**PROVIDED RECORDS:**
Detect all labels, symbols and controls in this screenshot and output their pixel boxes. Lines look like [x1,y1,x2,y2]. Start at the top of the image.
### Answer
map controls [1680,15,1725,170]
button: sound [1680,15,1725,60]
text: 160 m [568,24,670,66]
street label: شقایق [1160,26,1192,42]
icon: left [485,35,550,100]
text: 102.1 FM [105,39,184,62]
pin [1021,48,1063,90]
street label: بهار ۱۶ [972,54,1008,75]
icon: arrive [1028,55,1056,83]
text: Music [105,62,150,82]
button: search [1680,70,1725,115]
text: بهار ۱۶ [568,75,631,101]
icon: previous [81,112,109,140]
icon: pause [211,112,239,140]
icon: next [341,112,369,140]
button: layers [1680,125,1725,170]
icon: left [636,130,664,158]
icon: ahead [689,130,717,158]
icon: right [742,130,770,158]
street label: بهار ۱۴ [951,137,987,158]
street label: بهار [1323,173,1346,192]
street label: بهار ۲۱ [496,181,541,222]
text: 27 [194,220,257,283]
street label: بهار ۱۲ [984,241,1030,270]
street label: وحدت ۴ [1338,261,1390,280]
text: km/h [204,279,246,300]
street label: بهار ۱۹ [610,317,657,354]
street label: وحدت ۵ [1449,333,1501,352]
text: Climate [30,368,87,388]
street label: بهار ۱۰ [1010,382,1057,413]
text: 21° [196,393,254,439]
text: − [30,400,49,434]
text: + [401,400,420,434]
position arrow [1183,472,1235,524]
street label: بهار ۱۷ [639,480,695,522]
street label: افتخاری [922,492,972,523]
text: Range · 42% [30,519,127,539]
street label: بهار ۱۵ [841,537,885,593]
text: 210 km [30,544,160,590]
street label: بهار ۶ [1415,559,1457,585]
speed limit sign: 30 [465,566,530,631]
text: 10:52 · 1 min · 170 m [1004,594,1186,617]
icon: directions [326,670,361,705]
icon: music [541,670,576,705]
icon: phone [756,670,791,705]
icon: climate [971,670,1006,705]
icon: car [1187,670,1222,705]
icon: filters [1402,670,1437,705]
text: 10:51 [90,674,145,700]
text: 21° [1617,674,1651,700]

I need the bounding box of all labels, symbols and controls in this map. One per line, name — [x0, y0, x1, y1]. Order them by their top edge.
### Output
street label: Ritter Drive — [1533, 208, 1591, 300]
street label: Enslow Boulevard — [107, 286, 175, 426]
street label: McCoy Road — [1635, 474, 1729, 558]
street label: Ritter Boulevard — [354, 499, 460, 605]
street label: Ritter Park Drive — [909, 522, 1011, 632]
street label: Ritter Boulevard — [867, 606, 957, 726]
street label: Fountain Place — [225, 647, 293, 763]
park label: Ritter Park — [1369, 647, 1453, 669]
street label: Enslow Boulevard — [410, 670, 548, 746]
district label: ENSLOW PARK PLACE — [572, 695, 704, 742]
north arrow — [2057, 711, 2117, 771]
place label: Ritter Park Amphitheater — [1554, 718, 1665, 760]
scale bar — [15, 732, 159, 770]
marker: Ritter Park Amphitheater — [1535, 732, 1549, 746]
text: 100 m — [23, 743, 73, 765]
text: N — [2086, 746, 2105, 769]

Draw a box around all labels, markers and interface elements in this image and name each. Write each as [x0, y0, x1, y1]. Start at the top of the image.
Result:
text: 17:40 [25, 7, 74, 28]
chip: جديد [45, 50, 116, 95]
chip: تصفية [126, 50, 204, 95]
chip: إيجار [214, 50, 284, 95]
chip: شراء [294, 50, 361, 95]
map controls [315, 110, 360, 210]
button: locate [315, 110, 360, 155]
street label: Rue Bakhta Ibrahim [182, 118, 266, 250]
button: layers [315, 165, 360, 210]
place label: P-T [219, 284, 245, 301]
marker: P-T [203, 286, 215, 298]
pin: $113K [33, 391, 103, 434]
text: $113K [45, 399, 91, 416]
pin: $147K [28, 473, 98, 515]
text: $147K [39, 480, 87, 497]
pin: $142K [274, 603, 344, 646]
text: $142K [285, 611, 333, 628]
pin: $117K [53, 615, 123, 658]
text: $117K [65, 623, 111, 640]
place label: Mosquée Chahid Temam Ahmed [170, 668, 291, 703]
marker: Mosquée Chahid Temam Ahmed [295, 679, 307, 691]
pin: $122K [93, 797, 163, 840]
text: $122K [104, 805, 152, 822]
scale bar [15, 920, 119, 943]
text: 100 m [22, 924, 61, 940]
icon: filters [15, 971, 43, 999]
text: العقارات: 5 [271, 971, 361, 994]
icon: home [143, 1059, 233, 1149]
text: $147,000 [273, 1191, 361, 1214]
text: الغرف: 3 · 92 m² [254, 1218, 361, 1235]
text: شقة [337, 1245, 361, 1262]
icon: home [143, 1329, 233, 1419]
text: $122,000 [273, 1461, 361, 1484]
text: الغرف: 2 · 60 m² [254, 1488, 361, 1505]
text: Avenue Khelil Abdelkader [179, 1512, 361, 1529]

**WHAT NEEDS TO BE DONE:** The whole of the material above needs to be copied exactly.

**FINISHED EXERCISE:**
Detect all labels, symbols and controls in this screenshot and output their pixel boxes. Lines look like [x1,y1,x2,y2]. Start at the top of the image.
### Answer
map controls [1680,15,1725,170]
button: sound [1680,15,1725,60]
text: 160 m [568,24,670,66]
street label: شقایق [1160,26,1192,42]
icon: left [485,35,550,100]
text: 102.1 FM [105,39,184,62]
pin [1021,48,1063,90]
street label: بهار ۱۶ [972,54,1008,75]
icon: arrive [1028,55,1056,83]
text: Music [105,62,150,82]
button: search [1680,70,1725,115]
text: بهار ۱۶ [568,75,631,101]
icon: previous [81,112,109,140]
icon: pause [211,112,239,140]
icon: next [341,112,369,140]
button: layers [1680,125,1725,170]
icon: left [636,130,664,158]
icon: ahead [689,130,717,158]
icon: right [742,130,770,158]
street label: بهار ۱۴ [951,137,987,158]
street label: بهار [1323,173,1346,192]
street label: بهار ۲۱ [496,181,541,222]
text: 27 [194,220,257,283]
street label: بهار ۱۲ [984,241,1030,270]
street label: وحدت ۴ [1338,261,1390,280]
text: km/h [204,279,246,300]
street label: بهار ۱۹ [610,317,657,354]
street label: وحدت ۵ [1449,333,1501,352]
text: Climate [30,368,87,388]
street label: بهار ۱۰ [1010,382,1057,413]
text: 21° [196,393,254,439]
text: − [30,400,49,434]
text: + [401,400,420,434]
position arrow [1183,472,1235,524]
street label: بهار ۱۷ [639,480,695,522]
street label: افتخاری [922,492,972,523]
text: Range · 42% [30,519,127,539]
street label: بهار ۱۵ [841,537,885,593]
text: 210 km [30,544,160,590]
street label: بهار ۶ [1415,559,1457,585]
speed limit sign: 30 [465,566,530,631]
text: 10:52 · 1 min · 170 m [1004,594,1186,617]
icon: directions [326,670,361,705]
icon: music [541,670,576,705]
icon: phone [756,670,791,705]
icon: climate [971,670,1006,705]
icon: car [1187,670,1222,705]
icon: filters [1402,670,1437,705]
text: 10:51 [90,674,145,700]
text: 21° [1617,674,1651,700]

I need the bounding box of all labels, symbols and controls in this map. One per line, name — [x0, y0, x1, y1]. Order them by their top edge.
### Output
street label: Ritter Drive — [1533, 208, 1591, 300]
street label: Enslow Boulevard — [107, 286, 175, 426]
street label: McCoy Road — [1635, 474, 1729, 558]
street label: Ritter Boulevard — [354, 499, 460, 605]
street label: Ritter Park Drive — [909, 522, 1011, 632]
street label: Ritter Boulevard — [867, 606, 957, 726]
street label: Fountain Place — [225, 647, 293, 763]
park label: Ritter Park — [1369, 647, 1453, 669]
street label: Enslow Boulevard — [410, 670, 548, 746]
district label: ENSLOW PARK PLACE — [572, 695, 704, 742]
north arrow — [2057, 711, 2117, 771]
place label: Ritter Park Amphitheater — [1554, 718, 1665, 760]
scale bar — [15, 732, 159, 770]
marker: Ritter Park Amphitheater — [1535, 732, 1549, 746]
text: 100 m — [23, 743, 73, 765]
text: N — [2086, 746, 2105, 769]

Draw a box around all labels, markers and interface elements in this image and name each. Write each as [x0, y0, x1, y1]. Start at the top of the image.
Result:
text: 17:40 [25, 7, 74, 28]
chip: جديد [45, 50, 116, 95]
chip: تصفية [126, 50, 204, 95]
chip: إيجار [214, 50, 284, 95]
chip: شراء [294, 50, 361, 95]
map controls [315, 110, 360, 210]
button: locate [315, 110, 360, 155]
street label: Rue Bakhta Ibrahim [182, 118, 266, 250]
button: layers [315, 165, 360, 210]
place label: P-T [219, 284, 245, 301]
marker: P-T [203, 286, 215, 298]
pin: $113K [33, 391, 103, 434]
text: $113K [45, 399, 91, 416]
pin: $147K [28, 473, 98, 515]
text: $147K [39, 480, 87, 497]
pin: $142K [274, 603, 344, 646]
text: $142K [285, 611, 333, 628]
pin: $117K [53, 615, 123, 658]
text: $117K [65, 623, 111, 640]
place label: Mosquée Chahid Temam Ahmed [170, 668, 291, 703]
marker: Mosquée Chahid Temam Ahmed [295, 679, 307, 691]
pin: $122K [93, 797, 163, 840]
text: $122K [104, 805, 152, 822]
scale bar [15, 920, 119, 943]
text: 100 m [22, 924, 61, 940]
icon: filters [15, 971, 43, 999]
text: العقارات: 5 [271, 971, 361, 994]
icon: home [143, 1059, 233, 1149]
text: $147,000 [273, 1191, 361, 1214]
text: الغرف: 3 · 92 m² [254, 1218, 361, 1235]
text: شقة [337, 1245, 361, 1262]
icon: home [143, 1329, 233, 1419]
text: $122,000 [273, 1461, 361, 1484]
text: الغرف: 2 · 60 m² [254, 1488, 361, 1505]
text: Avenue Khelil Abdelkader [179, 1512, 361, 1529]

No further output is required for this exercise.